Elantis CEO Nick Cunningham tells Tom Goodwin how creating a great working environment has helped his firm better service the insurance industry
With more than 25 years of experience in finance, Nick Cunningham has witnessed significant change across multiple industries. Since moving to the world of insurance four years ago as CEO of Elantis Premium Funding, one of the biggest shifts he’s seen has been a considerable increase in the role the funder plays in the broker world. Customer service has moved to the forefront, helping distinguish Elantis from its peers in a tightly contested field.
“We’re building a better workplace through kick-ass customer service,” Cunningham says.
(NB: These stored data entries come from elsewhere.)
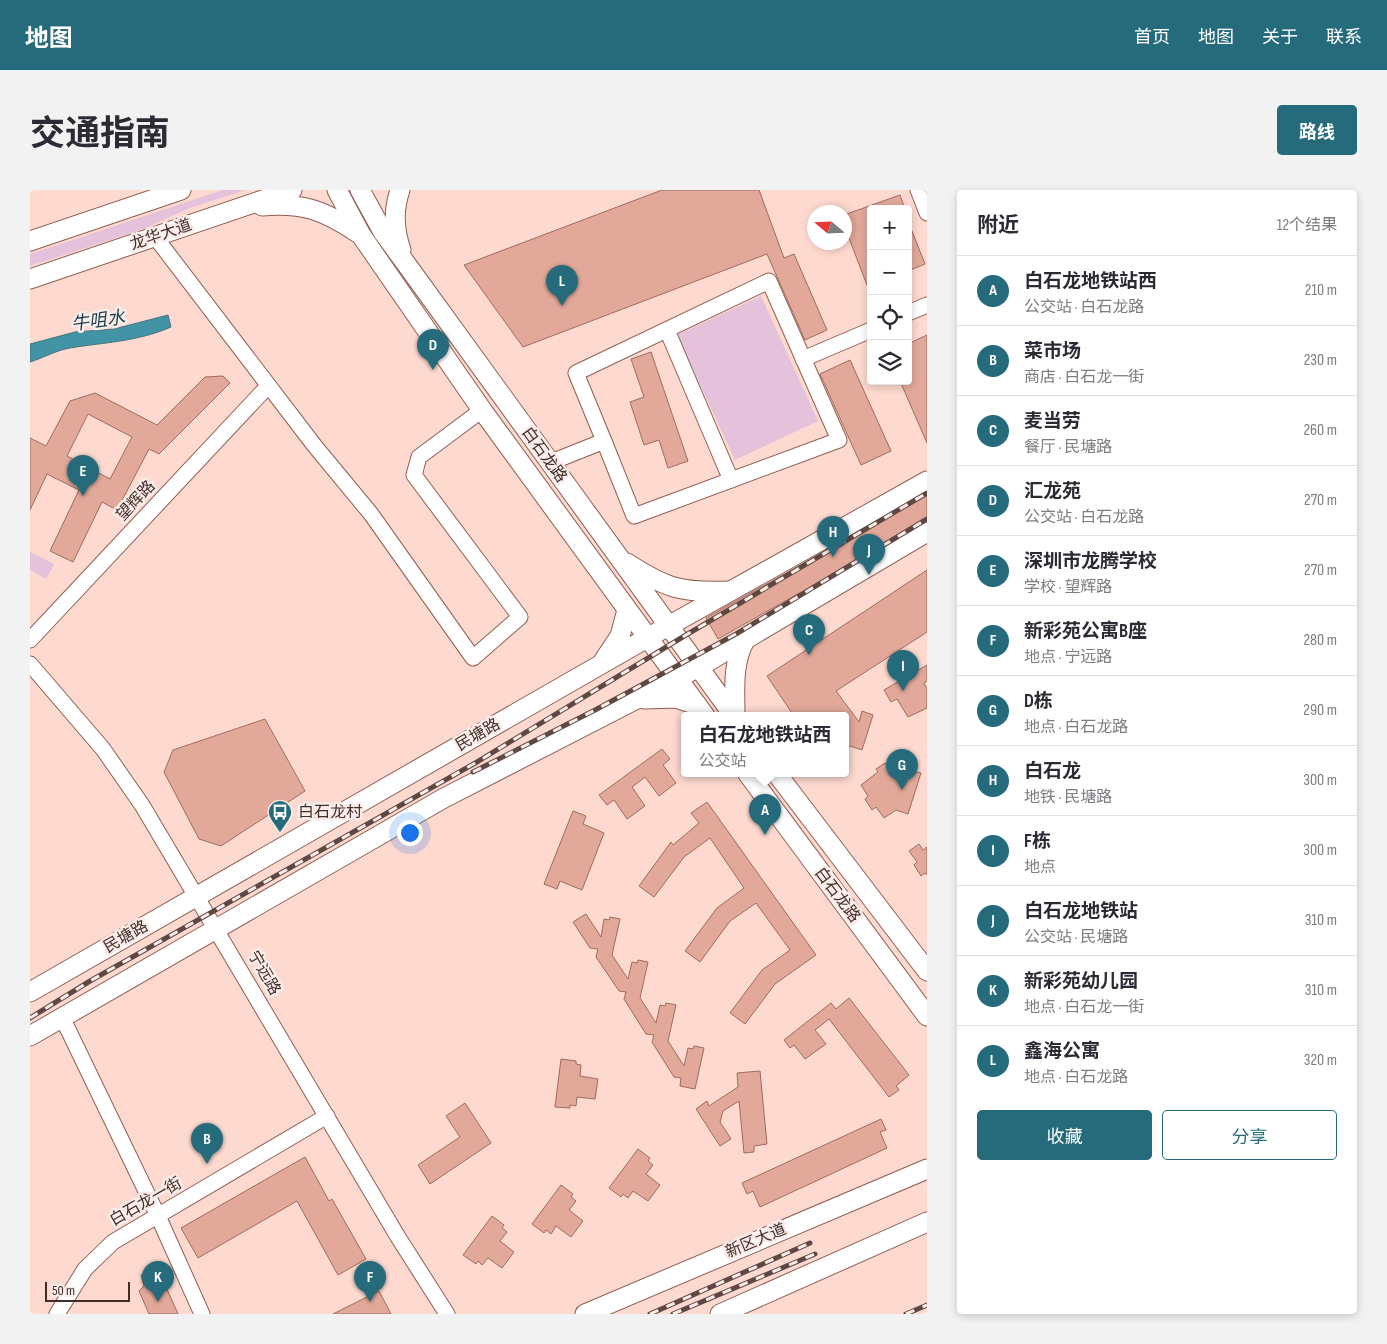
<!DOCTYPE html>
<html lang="zh">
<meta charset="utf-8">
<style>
:root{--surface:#fff;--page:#f2f2f3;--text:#2b2b33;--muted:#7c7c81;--line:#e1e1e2;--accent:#266b7b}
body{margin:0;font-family:"Sofia Sans Condensed","Noto Sans SC",sans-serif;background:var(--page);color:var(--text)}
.controls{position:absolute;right:15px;top:15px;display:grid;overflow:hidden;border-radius:5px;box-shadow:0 2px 8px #0003}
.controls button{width:45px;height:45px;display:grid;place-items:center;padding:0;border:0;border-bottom:1px solid var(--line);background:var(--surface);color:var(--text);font:25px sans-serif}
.compass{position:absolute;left:777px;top:15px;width:45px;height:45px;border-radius:50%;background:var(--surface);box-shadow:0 2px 8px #0003;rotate:289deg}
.scale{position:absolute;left:15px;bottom:12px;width:85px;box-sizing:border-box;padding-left:5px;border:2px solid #432d27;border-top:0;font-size:14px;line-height:18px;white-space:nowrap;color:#432d27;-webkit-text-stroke:4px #f9ece9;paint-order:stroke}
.you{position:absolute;left:379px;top:642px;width:18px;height:18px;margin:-12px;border:4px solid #fff;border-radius:50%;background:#1a73e8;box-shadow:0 0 0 8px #1a73e833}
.badge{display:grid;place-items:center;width:32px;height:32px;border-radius:50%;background:var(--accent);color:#fff;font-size:16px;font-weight:700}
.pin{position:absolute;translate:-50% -41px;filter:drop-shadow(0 1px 2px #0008)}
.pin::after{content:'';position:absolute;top:26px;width:18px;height:15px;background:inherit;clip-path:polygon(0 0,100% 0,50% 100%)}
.popup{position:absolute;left:651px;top:522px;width:168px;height:65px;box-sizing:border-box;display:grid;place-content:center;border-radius:5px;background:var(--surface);filter:drop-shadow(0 1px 4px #0005);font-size:16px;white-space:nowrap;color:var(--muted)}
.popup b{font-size:19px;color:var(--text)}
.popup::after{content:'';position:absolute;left:50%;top:100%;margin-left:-10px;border:10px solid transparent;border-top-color:var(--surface)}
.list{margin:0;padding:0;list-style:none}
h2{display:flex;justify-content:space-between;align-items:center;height:65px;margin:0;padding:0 20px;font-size:21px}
h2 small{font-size:16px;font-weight:400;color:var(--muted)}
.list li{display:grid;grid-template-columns:32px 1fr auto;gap:15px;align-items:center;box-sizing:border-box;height:70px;padding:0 20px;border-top:1px solid var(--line)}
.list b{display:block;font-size:19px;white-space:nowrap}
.list p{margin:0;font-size:16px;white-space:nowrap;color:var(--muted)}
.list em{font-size:16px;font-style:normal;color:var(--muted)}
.actions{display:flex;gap:10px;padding:15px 20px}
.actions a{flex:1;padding:11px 0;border:1px solid var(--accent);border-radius:5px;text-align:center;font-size:18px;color:var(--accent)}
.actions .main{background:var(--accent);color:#fff}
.icon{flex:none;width:28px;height:28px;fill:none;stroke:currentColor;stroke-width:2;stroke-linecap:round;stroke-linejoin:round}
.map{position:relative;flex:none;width:897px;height:1124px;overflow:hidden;border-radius:5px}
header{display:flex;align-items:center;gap:30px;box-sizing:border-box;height:70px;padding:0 25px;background:var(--accent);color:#fff}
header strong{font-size:24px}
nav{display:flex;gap:28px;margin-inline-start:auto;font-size:18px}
.intro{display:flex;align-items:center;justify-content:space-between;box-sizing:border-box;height:120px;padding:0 30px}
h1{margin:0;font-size:35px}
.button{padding:12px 22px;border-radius:5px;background:var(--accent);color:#fff;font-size:18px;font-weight:700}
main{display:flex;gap:30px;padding:0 30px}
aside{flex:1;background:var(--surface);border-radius:5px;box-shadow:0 2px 8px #0003}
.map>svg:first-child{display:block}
.green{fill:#e4c2db}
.water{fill:#4293a5;stroke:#42747f}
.building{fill:#e2a99a;stroke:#9f6b5e;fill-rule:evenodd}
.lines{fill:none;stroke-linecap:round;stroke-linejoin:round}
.minor-casing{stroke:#905e50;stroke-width:17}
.major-casing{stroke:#905e50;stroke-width:21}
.minor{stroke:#fff;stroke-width:15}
.major{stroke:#fff;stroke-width:19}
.rail-casing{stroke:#604842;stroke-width:5}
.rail{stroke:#f9ece9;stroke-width:3;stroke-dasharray:9;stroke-linecap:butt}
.labels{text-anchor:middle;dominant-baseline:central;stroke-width:5;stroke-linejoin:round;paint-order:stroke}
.street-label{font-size:16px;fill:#432d27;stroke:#f9ece9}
.poi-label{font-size:16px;fill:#432d27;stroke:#f9ece9;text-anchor:start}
.water-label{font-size:18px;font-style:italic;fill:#173d46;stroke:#f9ece9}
</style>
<header>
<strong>地图</strong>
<nav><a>首页</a><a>地图</a><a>关于</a><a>联系</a></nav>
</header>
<div class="intro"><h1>交通指南</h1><a class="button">路线</a></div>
<main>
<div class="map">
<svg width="897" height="1124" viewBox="0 0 897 1124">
<rect width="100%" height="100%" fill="#fdd9cf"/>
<!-- green -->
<g class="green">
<path d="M 193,0 L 215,0 L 160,18 L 113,39 L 0,76 L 0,64 Z"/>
<path d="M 731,106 L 788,231 L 705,270 L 647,145 Z"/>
<path d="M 0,362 L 24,374 L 16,389 L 0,380 Z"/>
</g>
<!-- water -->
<path class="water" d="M 138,125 L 141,137 C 106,152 76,152 40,158 C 27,160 13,168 0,172 L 0,154 L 45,142 L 84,139 Z"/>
<!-- building -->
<g class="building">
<path d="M 632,0 L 729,0 L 754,68 L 764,64 L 797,140 L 775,150 L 737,64 L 493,157 L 434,75 Z"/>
<path d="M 870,5 L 875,19 L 841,19 L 840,103 L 814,35 L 814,25 Z"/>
<path d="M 878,31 L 895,74 L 878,81 Z"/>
<path d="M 897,145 L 897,253 L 870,191 L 878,191 L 878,154 Z"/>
<path d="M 621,162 L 658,271 L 638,278 L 629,250 L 614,255 L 600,212 L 614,207 L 601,169 Z"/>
<path d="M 820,170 L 861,261 L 831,275 L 790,184 Z"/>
<path d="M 193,186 L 200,193 L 129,264 L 119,259 L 87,320 L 72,312 L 43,372 L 20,361 L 49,300 L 17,284 L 0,320 L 0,248 L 16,256 L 40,211 L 65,203 L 127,235 L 175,187 ZM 58,224 L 102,247 L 80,289 L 37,266 Z"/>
<path d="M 897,304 L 897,331 L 688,449 L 676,428 Z"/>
<path d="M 897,380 L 897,442 L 806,501 L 829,532 L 832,521 L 843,525 L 832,560 L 820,556 L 815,559 L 815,526 L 764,526 L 737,486 Z"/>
<path d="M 897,475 L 897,491 L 894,493 L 897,499 L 897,518 L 878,527 L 867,509 L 861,512 L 854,500 Z"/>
<path d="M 235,529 L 275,601 L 191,656 L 169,649 L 134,582 L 143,560 Z"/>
<path d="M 632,559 L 640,569 L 633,575 L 646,593 L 629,606 L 615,587 L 602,597 L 615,616 L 597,629 L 584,610 L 577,615 L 569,605 Z"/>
<path d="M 855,573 L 860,580 L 863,578 L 875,595 L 880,580 L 891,583 L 878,624 L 866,620 L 854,628 L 846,617 L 842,620 L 835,609 L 838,606 L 831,595 L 848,582 L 846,579 Z"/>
<path d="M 677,612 L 786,765 L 745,794 L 715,834 L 700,823 L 732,780 L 760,760 L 726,713 L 700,731 L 670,772 L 655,761 L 687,718 L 714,698 L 680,648 L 654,667 L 624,707 L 609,696 L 641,652 L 643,655 L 669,633 L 661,623 Z"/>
<path d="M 543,621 L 556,626 L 553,634 L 574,643 L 552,700 L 530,691 L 527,699 L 514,694 Z"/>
<path d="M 889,654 L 893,660 L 897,657 L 897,685 L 895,683 L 891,686 L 884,675 L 887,672 L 879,661 Z"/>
<path d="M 556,724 L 571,747 L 574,729 L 579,730 L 580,727 L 590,729 L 582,765 L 598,789 L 602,772 L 607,773 L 608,770 L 618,772 L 610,808 L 626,833 L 630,815 L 635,816 L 636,813 L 646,815 L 638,851 L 654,876 L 658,858 L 663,859 L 664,856 L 674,858 L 665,899 L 650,896 L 651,888 L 644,887 L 622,852 L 624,845 L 616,844 L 594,809 L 596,802 L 589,801 L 566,767 L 568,759 L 560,758 L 543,732 Z"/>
<path d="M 819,808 L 879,885 L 866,896 L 869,900 L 859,907 L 799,829 L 785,840 L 796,854 L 775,869 L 764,855 L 760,858 L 754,850 L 801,813 L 806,819 Z"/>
<path d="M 531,869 L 546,871 L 546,874 L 551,875 L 550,886 L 568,889 L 565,909 L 547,907 L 546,916 L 540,915 L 540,918 L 525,917 Z"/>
<path d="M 730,881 L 737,954 L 724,956 L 724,962 L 714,963 L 709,911 L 693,921 L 690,932 L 701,949 L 690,956 L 666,919 L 677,911 L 679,916 L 708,897 L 707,883 Z"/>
<path d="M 435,913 L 461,953 L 400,994 L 388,975 L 430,947 L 416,926 Z"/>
<path d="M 851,929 L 856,940 L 850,942 L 857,958 L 730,1017 L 723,1001 L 717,1004 L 712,993 Z"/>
<path d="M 608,959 L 620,968 L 618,971 L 623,975 L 616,984 L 630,995 L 618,1011 L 603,1001 L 598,1008 L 593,1004 L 591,1007 L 579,998 Z"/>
<path d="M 275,967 L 299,1011 L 302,1009 L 336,1069 L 308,1085 L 267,1011 L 168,1068 L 151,1038 Z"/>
<path d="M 531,995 L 543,1004 L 541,1007 L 546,1011 L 539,1020 L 553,1031 L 541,1047 L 526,1036 L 521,1044 L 516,1040 L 514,1043 L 502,1034 Z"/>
<path d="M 462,1026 L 474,1035 L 472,1038 L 477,1042 L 470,1051 L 484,1062 L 472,1078 L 458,1068 L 452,1075 L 448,1071 L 446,1074 L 433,1065 Z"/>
<path d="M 128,1079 L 148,1124 L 119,1124 L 109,1101 L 114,1096 L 111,1085 Z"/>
<path d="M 349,1101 L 361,1124 L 303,1124 Z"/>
</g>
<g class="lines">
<!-- minor casing -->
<g class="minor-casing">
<g id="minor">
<path d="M 888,0 L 897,23"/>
<path d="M 126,48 L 284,255 L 341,324 L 443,468 L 490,427 L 384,285 L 389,267 L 452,220"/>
<path d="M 878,123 L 897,115"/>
<path d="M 637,140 L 701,290"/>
<path d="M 773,169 L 841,140"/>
<path d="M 519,273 L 574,251 L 546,183 L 739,91 L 809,250 L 604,326 L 574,251"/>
<path d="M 0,450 L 238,196"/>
<path d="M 0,474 L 73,559 L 112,615 L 368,1047 L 417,1124"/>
<path d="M 32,827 L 128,1026 L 172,1124"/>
<path d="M 27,1124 L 55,1079 L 83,1052 L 297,926"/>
</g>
</g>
<!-- major casing -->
<g class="major-casing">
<g id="major">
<path d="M 307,0 L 331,45 L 452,220 L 675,526"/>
<path d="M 330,0 L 353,42 L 377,75 L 704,526"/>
<path d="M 370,0 C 363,21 364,39 371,60"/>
<path d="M 232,16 C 273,12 295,21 328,43"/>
<path d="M 0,51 L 151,0"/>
<path d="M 0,89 L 262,0"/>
<path d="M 597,373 C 637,399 652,403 700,401"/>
<path d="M 574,470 L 590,446 L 597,420"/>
<path d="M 614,509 L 646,508 L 667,515"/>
<path d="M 705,526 C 705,500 702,473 715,450"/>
<path d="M 718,584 L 897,826"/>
<path d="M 747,584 L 897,781"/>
<path d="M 0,802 L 617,448 L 897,291"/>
<path d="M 0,846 L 414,608 L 667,478 L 897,342"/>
<path d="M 555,1124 L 897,979"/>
<path d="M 690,1124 L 897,1032"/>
</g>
</g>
<!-- minor -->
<use href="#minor" class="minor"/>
<!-- major -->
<use href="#major" class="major"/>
<!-- rail casing -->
<g class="rail-casing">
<g id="rail">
<path d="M 443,582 L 567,519 L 706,444 L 897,329"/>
<path d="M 0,828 L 60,791 L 447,572 L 656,445 L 897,303"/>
<path d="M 620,1124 L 780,1053"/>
<path d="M 643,1124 L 785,1064"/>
<path d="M 876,1124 L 897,1115"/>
</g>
</g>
<!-- rail -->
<use href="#rail" class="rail"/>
</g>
<!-- icons -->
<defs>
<g id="bus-pin" transform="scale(1.25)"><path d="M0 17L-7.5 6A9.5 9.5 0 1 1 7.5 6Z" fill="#266b7b" stroke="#f9ece9"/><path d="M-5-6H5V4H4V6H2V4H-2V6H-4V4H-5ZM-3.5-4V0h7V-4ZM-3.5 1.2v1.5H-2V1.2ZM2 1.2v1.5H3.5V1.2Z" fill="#fff"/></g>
</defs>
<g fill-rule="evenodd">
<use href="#bus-pin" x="250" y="622"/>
</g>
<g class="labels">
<!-- street labels -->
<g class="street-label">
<text transform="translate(131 45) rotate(-19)">龙华大道</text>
<text transform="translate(514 265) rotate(54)">白石龙路</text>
<text transform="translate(106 311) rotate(-47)">望辉路</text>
<text transform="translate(448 545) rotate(-30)">民塘路</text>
<text transform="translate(807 705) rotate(53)">白石龙路</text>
<text transform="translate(96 747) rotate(-30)">民塘路</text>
<text transform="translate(234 783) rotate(60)">宁远路</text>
<text transform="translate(116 1012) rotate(-30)">白石龙一街</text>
<text transform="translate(726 1051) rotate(-23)">新区大道</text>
</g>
<!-- poi labels -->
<g class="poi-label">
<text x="268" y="622">白石龙村</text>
</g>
<!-- water labels -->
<g class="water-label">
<text transform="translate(68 131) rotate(-8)">牛咀水</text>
</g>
</g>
</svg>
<div class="controls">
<button>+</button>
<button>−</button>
<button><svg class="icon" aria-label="locate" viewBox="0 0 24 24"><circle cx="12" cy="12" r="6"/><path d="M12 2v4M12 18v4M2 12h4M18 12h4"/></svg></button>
<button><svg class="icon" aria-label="layers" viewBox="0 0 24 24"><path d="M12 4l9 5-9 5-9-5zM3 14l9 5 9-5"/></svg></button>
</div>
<svg class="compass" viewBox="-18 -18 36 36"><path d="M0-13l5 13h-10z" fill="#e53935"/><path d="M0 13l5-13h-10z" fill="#7c7c81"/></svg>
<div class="scale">50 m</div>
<div class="you"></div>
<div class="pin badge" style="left:735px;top:645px">A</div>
<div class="popup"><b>白石龙地铁站西</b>公交站</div>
<div class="pin badge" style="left:177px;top:974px">B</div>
<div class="pin badge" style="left:779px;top:465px">C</div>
<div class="pin badge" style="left:403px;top:180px">D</div>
<div class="pin badge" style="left:53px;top:306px">E</div>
<div class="pin badge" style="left:340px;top:1112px">F</div>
<div class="pin badge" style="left:872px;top:600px">G</div>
<div class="pin badge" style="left:803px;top:367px">H</div>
<div class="pin badge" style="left:873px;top:501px">I</div>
<div class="pin badge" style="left:839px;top:385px">J</div>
<div class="pin badge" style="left:128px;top:1112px">K</div>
<div class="pin badge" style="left:532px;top:116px">L</div>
</div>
<aside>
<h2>附近<small>12个结果</small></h2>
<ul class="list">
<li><span class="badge">A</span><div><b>白石龙地铁站西</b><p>公交站 · 白石龙路</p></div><em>210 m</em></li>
<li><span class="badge">B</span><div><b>菜市场</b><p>商店 · 白石龙一街</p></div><em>230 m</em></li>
<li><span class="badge">C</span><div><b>麦当劳</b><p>餐厅 · 民塘路</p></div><em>260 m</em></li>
<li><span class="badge">D</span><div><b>汇龙苑</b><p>公交站 · 白石龙路</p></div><em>270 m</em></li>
<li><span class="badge">E</span><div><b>深圳市龙腾学校</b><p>学校 · 望辉路</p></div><em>270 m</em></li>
<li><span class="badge">F</span><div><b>新彩苑公寓B座</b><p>地点 · 宁远路</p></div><em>280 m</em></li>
<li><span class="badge">G</span><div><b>D栋</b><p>地点 · 白石龙路</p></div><em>290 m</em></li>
<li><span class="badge">H</span><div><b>白石龙</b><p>地铁 · 民塘路</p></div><em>300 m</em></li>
<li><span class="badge">I</span><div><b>F栋</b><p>地点</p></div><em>300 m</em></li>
<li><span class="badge">J</span><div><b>白石龙地铁站</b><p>公交站 · 民塘路</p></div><em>310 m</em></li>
<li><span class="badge">K</span><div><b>新彩苑幼儿园</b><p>地点 · 白石龙一街</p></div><em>310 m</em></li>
<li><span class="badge">L</span><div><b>鑫海公寓</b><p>地点 · 白石龙路</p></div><em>320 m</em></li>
</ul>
<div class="actions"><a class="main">收藏</a><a>分享</a></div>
</aside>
</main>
The funder-broker relationship is now a closer symbiotic bond, driven in part by a softer market in recent years. Approaches such as stretching settlement days on loans to reduce the impact of the rate on a client have allowed the funder to have more security and the broker to often generate more revenue.
“We saw that brokers were looking at where additional revenue streams were going to come from,” Cunningham says. “Brokers have come to a new understanding that if they work with the funder, we can actually work with an outcome where they generate additional revenue. We are obviously profitable and remain viable, but it doesn’t impact the client.”
It’s no coincidence that one of the core components of Elantis’ strategy is to maintain a strong company culture. Having spent more than 15 years working in the banking sector, Cunningham is keenly aware of how quickly staff will spot any disparity between stated intent and action.
“During my days in the banks, they would say, ‘Our staff are important’, but then they would go and do something totally different,” he says. “But at Elantis, we tend to think that if our staff don’t feel valued or part of the company, that will reflect in the way they approach brokers – our customers.”
Cunningham is a firm believer that this marks Elantis out from the competition, providing incentive for staff and customers to remain with the organisation. And it’s paid dividends – Elantis recently placed in the top 20 of the 2018 Great Place to Work Awards.
“For some companies, their approach is to say, ‘Go find a new product line’ or ‘Go find a new customer base’ – we do that, too, but we specifically have significant strategy around making sure we are a great place to work,” Cunningham says. “All the leaders across the business and all the employees understand that. They have a fuller appreciation that we actively plan to make sure staff are engaged and feel valued.”
Indeed, it’s this positive workplace culture that Cunningham feels helps encourage competition throughout the industry.
“I enjoy the fact that funding is a tightknit, boutique industry,” he says. “You’ve got to think a bit differently about how you’re going to engage your clients, and that leads to creative solutions to reaching them. It’s definitely not an industry or role where you can sit back and settle into autopilot for a five-year plan – you’ve consistently got to be looking at doing different things.”
Supporting Australia’s SMEs
The funding industry is currently forecast to loan around $5bn in Australia over the next financial year. It’s a staggering figure that Cunningham is understandably proud of, and he feels it’s a testament to the quality of the industry as a whole.
“Find me somewhere else in the world where $5bn is lent unsecured,” he laughs. “It doesn’t exist!”
Yet his amusement is underpinned by a serious conviction – namely, that the funding industry plays a crucial role in aiding small business in Australia. Though the public perception of business tends to be geared around large-scale international operators, this is quite far removed from the truth. In fact, SMEs make up the bulk of Australian businesses and employ around 90% of Australians.
Cunningham believes that this support for SMEs is a little-recognised facet of the funding – and, by extension, insurance – industry. With bigger banks suffering from a lack of consumer trust and frequently reluctant to provide the relevant loans, Cunningham says funders need to more overtly advertise the role they can play in aiding SMEs.
“The most important employees at Elantis are the staff who speak to our brokers regularly, solving problems and assisting however they can,” he says. “Small businesses are the lifeblood of the Australian economy. If you take $5bn in funding away from helping those small businesses pay their insurance premiums, it will have a huge impact on the viability of that space.”
Disrupting the future
While ‘disruption’ is often bandied about as a buzzword, Cunningham feels it’s a term that could soon have real meaning again, especially in light of the revelations of the financial services royal commission. Too many direct insurers have pursued profit at the detriment of the consumer, he says.
“When I came into the industry, there was a lot of talk around direct insurance offerings and artificial intelligence undermining the broking process,” Cunningham says. “But what we’ve discovered is that when we outsource the relationship to a direct model, it’s fundamentally flawed.”
Given the apparent issues exposed in the current system, Cunningham believes that the coming years will see a flight back to quality advice and customer service, built around individual relationships with brokers. This disruption of the current tendency toward direct insurers is likely to benefit the industry in the long run, though it will require hard work to demonstrate trustworthiness to the general public.
“Insurance is a very competitive industry,” Cunningham says. “The great brokers who look after their customers are going to prosper and boom, as will the funders.”
Indeed, Elantis is proof that the right workplace culture really can make all the difference – not just to a business, but to an entire industry.